:: PROVIDED MATERIAL

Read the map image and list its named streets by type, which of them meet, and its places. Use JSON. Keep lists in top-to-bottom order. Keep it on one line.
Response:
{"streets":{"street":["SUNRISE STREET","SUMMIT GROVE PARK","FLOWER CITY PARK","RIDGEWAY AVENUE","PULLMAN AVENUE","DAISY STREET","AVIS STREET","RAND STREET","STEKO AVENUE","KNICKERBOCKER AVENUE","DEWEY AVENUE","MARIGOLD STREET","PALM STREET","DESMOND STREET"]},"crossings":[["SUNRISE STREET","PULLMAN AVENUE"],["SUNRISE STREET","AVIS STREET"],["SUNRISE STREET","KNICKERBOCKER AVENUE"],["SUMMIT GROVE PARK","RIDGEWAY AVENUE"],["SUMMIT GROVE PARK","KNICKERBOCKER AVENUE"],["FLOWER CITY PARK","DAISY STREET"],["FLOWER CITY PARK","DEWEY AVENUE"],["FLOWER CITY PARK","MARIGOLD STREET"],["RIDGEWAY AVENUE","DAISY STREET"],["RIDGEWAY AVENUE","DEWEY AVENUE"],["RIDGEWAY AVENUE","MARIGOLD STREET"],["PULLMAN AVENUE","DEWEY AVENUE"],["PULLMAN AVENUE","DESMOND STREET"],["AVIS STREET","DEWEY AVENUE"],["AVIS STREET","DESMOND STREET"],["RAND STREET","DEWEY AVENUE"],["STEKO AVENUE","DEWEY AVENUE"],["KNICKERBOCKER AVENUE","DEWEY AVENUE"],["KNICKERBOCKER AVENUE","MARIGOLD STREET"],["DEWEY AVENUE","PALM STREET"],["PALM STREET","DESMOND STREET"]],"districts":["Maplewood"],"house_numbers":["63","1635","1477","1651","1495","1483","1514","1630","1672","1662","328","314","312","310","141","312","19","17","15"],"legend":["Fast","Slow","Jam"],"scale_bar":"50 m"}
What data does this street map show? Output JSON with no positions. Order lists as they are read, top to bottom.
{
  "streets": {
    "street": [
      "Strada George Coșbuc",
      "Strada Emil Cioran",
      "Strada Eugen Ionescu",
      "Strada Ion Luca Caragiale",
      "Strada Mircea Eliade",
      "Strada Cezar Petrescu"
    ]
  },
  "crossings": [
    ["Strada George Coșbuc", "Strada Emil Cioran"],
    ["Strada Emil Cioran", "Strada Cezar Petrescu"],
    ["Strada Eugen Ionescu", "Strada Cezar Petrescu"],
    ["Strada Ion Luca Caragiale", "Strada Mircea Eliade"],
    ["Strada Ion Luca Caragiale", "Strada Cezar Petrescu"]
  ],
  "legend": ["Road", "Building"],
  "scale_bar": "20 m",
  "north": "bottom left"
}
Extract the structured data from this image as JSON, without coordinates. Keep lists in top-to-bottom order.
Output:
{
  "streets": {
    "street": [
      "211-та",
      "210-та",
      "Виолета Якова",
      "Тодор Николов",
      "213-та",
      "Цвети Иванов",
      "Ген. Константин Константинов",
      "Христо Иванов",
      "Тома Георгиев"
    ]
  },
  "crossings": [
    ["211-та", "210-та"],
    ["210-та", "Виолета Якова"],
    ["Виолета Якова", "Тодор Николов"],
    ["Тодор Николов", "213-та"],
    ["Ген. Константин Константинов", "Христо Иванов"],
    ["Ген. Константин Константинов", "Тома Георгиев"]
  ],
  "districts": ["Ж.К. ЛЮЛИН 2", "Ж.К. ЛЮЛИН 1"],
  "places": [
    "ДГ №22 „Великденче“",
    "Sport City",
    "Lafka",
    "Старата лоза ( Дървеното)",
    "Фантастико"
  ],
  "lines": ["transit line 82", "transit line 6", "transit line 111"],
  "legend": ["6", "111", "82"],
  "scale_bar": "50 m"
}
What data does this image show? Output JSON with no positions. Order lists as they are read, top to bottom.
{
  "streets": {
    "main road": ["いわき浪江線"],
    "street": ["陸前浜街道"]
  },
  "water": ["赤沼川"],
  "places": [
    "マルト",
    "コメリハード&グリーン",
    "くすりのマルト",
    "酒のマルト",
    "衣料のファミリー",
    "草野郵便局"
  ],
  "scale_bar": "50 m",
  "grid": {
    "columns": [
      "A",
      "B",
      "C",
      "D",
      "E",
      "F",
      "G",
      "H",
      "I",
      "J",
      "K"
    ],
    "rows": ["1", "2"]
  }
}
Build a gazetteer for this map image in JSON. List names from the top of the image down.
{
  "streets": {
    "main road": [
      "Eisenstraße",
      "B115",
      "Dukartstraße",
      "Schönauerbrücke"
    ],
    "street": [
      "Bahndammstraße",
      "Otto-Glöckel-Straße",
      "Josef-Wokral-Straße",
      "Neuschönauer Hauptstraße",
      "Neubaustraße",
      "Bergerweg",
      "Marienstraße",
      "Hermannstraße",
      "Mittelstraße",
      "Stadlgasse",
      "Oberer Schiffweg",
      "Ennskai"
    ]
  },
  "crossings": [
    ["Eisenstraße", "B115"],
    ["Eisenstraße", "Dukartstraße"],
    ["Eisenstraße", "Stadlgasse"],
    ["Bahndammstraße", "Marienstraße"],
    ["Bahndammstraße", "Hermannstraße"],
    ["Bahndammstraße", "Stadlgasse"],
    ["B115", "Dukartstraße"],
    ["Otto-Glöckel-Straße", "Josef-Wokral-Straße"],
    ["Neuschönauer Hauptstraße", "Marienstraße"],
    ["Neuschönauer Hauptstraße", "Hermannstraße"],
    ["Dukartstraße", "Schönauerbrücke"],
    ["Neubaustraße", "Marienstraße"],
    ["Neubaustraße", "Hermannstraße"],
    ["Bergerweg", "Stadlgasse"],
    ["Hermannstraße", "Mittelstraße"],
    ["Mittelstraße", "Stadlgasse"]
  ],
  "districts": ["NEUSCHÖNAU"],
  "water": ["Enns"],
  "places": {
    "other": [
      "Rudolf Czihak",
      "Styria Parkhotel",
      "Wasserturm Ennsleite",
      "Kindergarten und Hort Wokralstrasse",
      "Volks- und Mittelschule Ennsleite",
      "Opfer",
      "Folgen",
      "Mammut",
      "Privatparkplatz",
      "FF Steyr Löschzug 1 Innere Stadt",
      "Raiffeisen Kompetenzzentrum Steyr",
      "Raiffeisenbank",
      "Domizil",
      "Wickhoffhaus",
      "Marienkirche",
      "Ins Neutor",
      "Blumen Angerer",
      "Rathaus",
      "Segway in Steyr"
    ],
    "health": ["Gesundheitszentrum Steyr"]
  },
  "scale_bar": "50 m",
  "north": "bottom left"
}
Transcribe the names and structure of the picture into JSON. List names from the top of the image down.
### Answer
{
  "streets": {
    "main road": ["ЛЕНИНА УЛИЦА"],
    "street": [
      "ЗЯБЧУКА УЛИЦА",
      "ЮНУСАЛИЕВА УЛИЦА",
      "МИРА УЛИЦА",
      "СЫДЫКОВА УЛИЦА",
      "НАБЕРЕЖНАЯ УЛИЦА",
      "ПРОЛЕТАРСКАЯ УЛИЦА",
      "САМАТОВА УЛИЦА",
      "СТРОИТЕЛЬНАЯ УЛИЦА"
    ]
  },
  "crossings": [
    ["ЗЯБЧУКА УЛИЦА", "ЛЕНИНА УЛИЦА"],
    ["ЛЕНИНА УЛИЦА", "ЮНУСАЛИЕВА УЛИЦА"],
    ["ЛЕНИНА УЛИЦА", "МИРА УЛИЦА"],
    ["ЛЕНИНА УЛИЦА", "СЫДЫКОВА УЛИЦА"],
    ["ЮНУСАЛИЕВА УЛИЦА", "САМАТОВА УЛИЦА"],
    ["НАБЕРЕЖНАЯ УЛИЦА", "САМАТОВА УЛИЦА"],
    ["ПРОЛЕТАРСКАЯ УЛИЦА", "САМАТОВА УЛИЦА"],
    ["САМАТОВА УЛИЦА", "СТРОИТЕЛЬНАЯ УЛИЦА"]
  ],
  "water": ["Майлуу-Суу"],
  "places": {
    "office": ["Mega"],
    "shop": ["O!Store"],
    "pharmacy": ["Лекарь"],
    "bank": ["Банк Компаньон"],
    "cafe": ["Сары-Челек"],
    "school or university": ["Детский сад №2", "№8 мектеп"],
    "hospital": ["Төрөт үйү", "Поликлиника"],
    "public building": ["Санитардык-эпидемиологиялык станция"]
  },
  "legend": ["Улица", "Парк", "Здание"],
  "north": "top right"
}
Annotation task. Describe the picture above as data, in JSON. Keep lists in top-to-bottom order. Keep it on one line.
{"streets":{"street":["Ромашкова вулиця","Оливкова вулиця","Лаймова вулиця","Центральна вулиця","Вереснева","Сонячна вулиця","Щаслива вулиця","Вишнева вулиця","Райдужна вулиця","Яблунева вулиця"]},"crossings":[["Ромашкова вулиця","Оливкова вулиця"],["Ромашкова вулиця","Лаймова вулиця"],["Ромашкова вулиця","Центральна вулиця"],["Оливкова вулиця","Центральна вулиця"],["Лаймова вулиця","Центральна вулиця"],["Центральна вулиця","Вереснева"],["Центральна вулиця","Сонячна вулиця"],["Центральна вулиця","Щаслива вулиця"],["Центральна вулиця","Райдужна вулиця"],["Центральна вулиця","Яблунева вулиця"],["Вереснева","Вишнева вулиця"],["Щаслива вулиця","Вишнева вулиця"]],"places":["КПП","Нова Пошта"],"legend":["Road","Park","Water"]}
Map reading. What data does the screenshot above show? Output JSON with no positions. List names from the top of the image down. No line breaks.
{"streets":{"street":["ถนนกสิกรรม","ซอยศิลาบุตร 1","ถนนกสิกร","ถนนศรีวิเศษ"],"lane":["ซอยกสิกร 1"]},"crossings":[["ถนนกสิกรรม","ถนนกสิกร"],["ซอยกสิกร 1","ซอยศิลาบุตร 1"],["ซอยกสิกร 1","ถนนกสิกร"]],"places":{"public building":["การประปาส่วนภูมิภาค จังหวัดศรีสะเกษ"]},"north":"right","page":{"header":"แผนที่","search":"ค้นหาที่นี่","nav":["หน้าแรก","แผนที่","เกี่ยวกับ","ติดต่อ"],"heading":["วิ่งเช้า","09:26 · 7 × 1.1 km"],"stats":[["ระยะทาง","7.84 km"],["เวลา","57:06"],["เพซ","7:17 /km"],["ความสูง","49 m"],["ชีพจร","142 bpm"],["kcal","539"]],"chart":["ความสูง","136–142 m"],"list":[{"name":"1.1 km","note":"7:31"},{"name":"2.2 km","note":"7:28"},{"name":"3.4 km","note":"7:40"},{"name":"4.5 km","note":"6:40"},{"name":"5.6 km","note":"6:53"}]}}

::::

* _GOAL OF THE EXERCISE_
Please print the lines from the one containing "Map reading. What" through the last line of the material, exactly, and leave out all other lines.

* _OUTPUT_
Map reading. What data does the screenshot above show? Output JSON with no positions. List names from the top of the image down. No line breaks.
{"streets":{"street":["ถนนกสิกรรม","ซอยศิลาบุตร 1","ถนนกสิกร","ถนนศรีวิเศษ"],"lane":["ซอยกสิกร 1"]},"crossings":[["ถนนกสิกรรม","ถนนกสิกร"],["ซอยกสิกร 1","ซอยศิลาบุตร 1"],["ซอยกสิกร 1","ถนนกสิกร"]],"places":{"public building":["การประปาส่วนภูมิภาค จังหวัดศรีสะเกษ"]},"north":"right","page":{"header":"แผนที่","search":"ค้นหาที่นี่","nav":["หน้าแรก","แผนที่","เกี่ยวกับ","ติดต่อ"],"heading":["วิ่งเช้า","09:26 · 7 × 1.1 km"],"stats":[["ระยะทาง","7.84 km"],["เวลา","57:06"],["เพซ","7:17 /km"],["ความสูง","49 m"],["ชีพจร","142 bpm"],["kcal","539"]],"chart":["ความสูง","136–142 m"],"list":[{"name":"1.1 km","note":"7:31"},{"name":"2.2 km","note":"7:28"},{"name":"3.4 km","note":"7:40"},{"name":"4.5 km","note":"6:40"},{"name":"5.6 km","note":"6:53"}]}}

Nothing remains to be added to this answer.